YOUR OBJECTIVE: Leave out all images and set down the records exactly as given.

AVAILABLE RECORDS:
┄┄┄┄┄┄

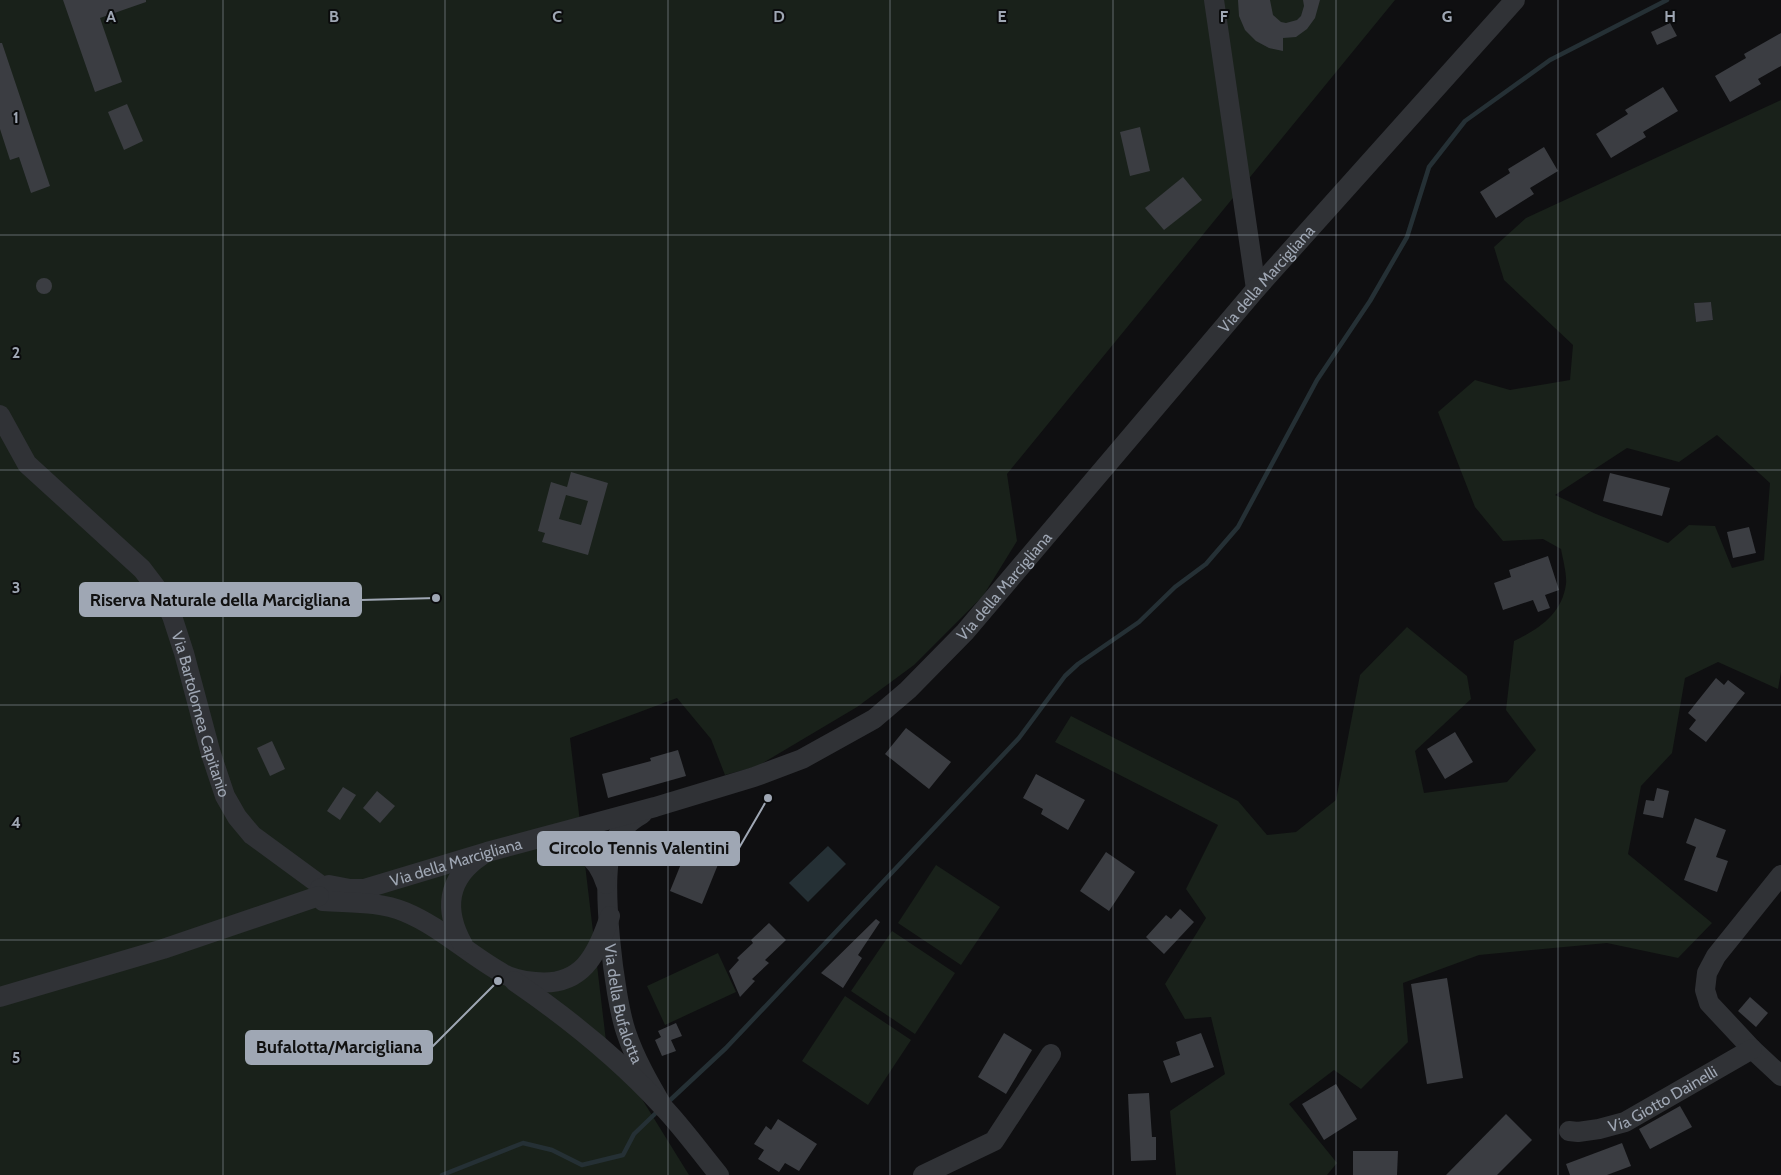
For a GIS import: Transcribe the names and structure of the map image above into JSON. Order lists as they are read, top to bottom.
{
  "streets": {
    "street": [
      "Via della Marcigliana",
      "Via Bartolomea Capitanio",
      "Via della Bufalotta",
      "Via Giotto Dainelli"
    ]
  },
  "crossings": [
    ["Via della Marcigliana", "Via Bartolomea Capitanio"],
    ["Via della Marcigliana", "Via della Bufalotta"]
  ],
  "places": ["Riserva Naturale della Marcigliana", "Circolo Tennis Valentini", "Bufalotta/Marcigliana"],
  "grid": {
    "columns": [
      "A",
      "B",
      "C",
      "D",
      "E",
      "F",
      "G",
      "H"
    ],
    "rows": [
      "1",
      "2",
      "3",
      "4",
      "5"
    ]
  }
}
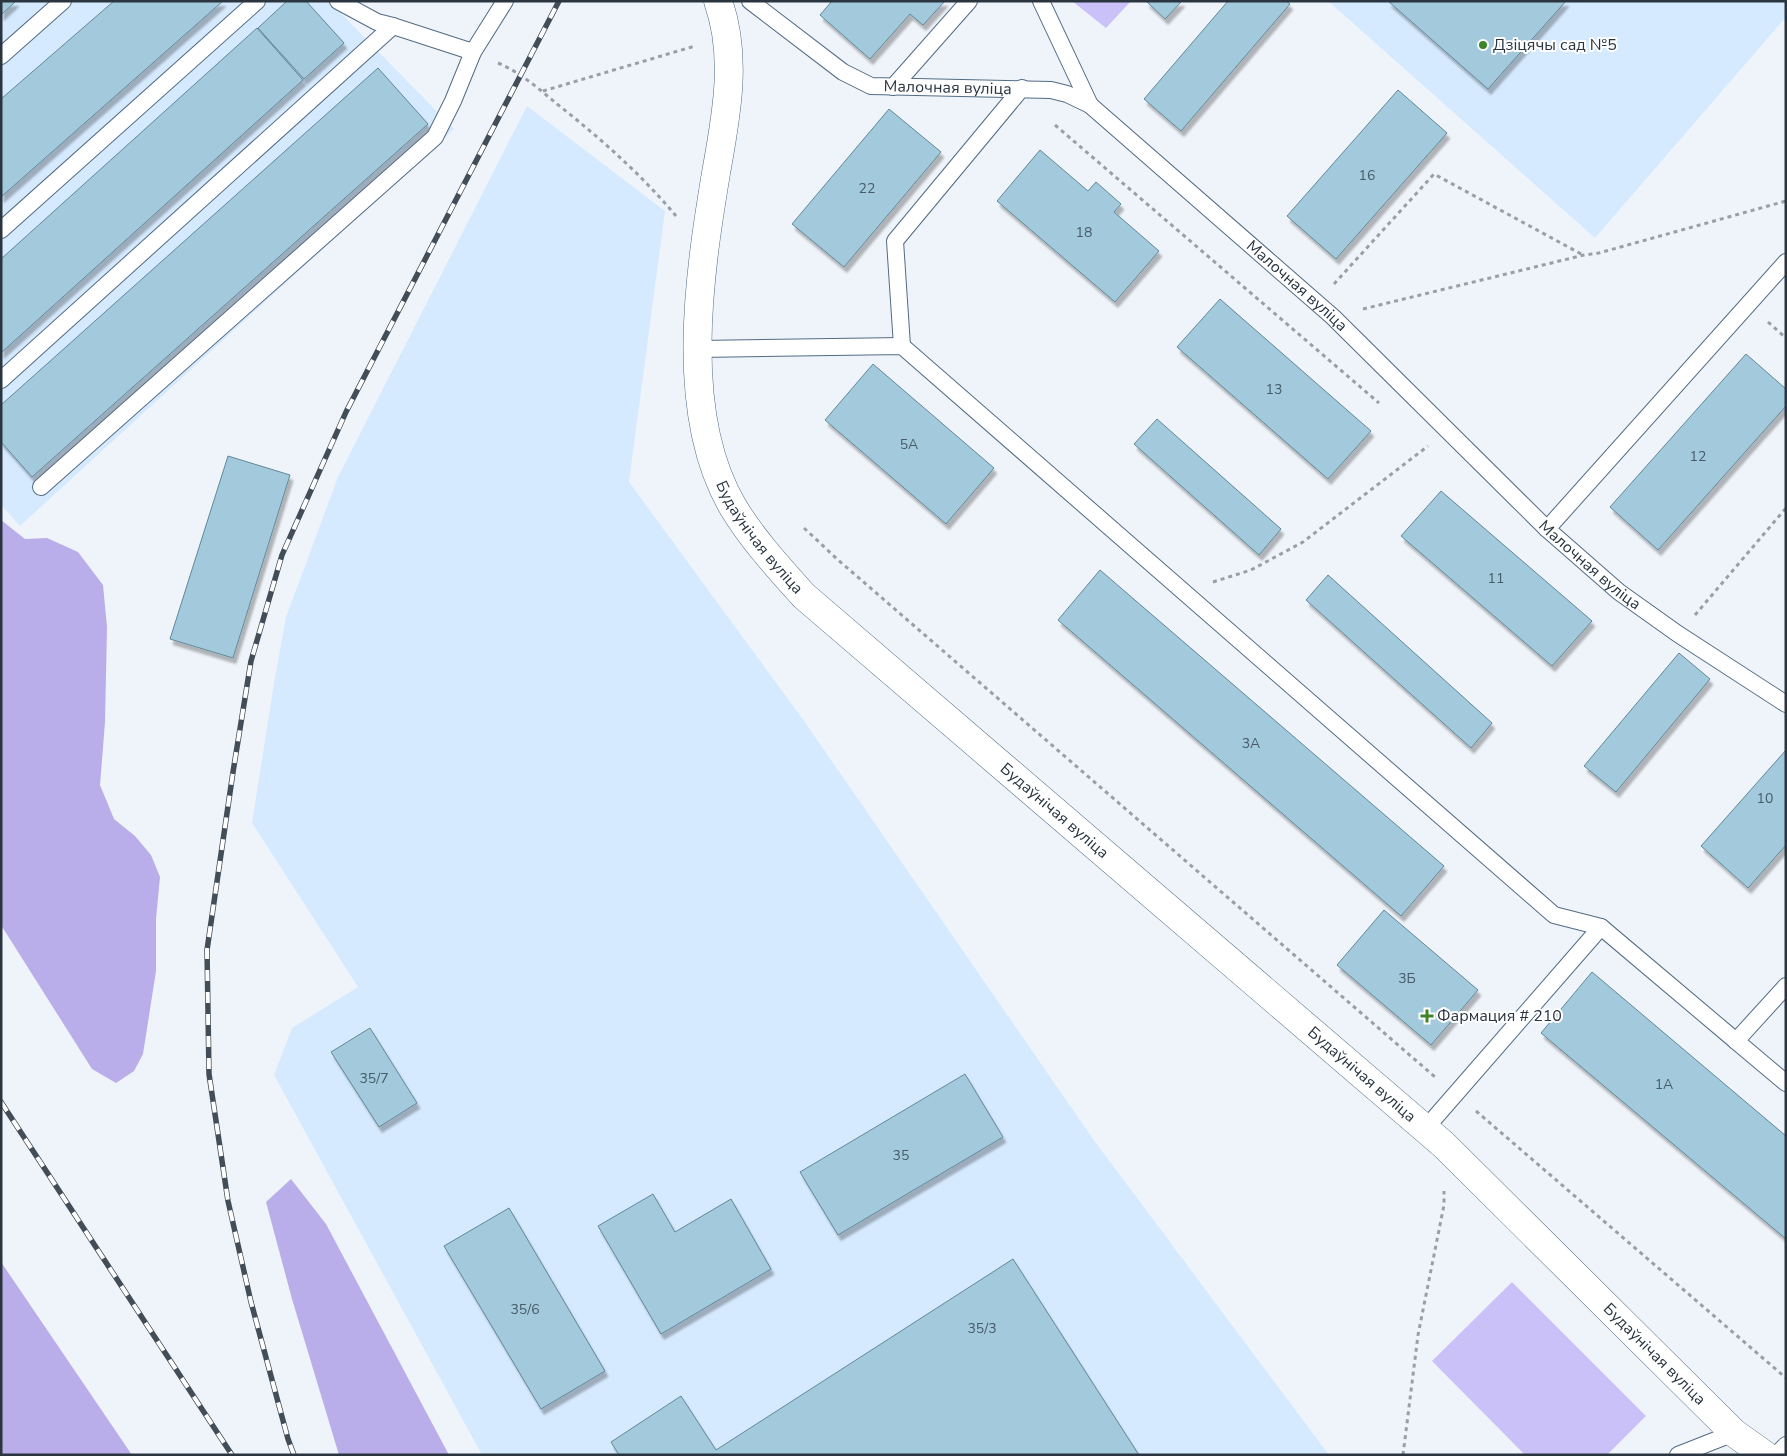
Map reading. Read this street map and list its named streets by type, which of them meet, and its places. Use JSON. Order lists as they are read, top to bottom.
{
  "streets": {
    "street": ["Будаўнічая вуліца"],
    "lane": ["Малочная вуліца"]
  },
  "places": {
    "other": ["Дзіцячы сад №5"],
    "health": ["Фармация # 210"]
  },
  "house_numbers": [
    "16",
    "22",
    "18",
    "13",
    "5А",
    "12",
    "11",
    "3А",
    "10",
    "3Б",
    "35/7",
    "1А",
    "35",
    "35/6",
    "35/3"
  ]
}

┄┄┄┄┄┄

SOLUTION TO THIS PROBLEM:
For a GIS import: Transcribe the names and structure of the map image above into JSON. Order lists as they are read, top to bottom.
{
  "streets": {
    "street": [
      "Via della Marcigliana",
      "Via Bartolomea Capitanio",
      "Via della Bufalotta",
      "Via Giotto Dainelli"
    ]
  },
  "crossings": [
    ["Via della Marcigliana", "Via Bartolomea Capitanio"],
    ["Via della Marcigliana", "Via della Bufalotta"]
  ],
  "places": ["Riserva Naturale della Marcigliana", "Circolo Tennis Valentini", "Bufalotta/Marcigliana"],
  "grid": {
    "columns": [
      "A",
      "B",
      "C",
      "D",
      "E",
      "F",
      "G",
      "H"
    ],
    "rows": [
      "1",
      "2",
      "3",
      "4",
      "5"
    ]
  }
}
Map reading. Read this street map and list its named streets by type, which of them meet, and its places. Use JSON. Order lists as they are read, top to bottom.
{
  "streets": {
    "street": ["Будаўнічая вуліца"],
    "lane": ["Малочная вуліца"]
  },
  "places": {
    "other": ["Дзіцячы сад №5"],
    "health": ["Фармация # 210"]
  },
  "house_numbers": [
    "16",
    "22",
    "18",
    "13",
    "5А",
    "12",
    "11",
    "3А",
    "10",
    "3Б",
    "35/7",
    "1А",
    "35",
    "35/6",
    "35/3"
  ]
}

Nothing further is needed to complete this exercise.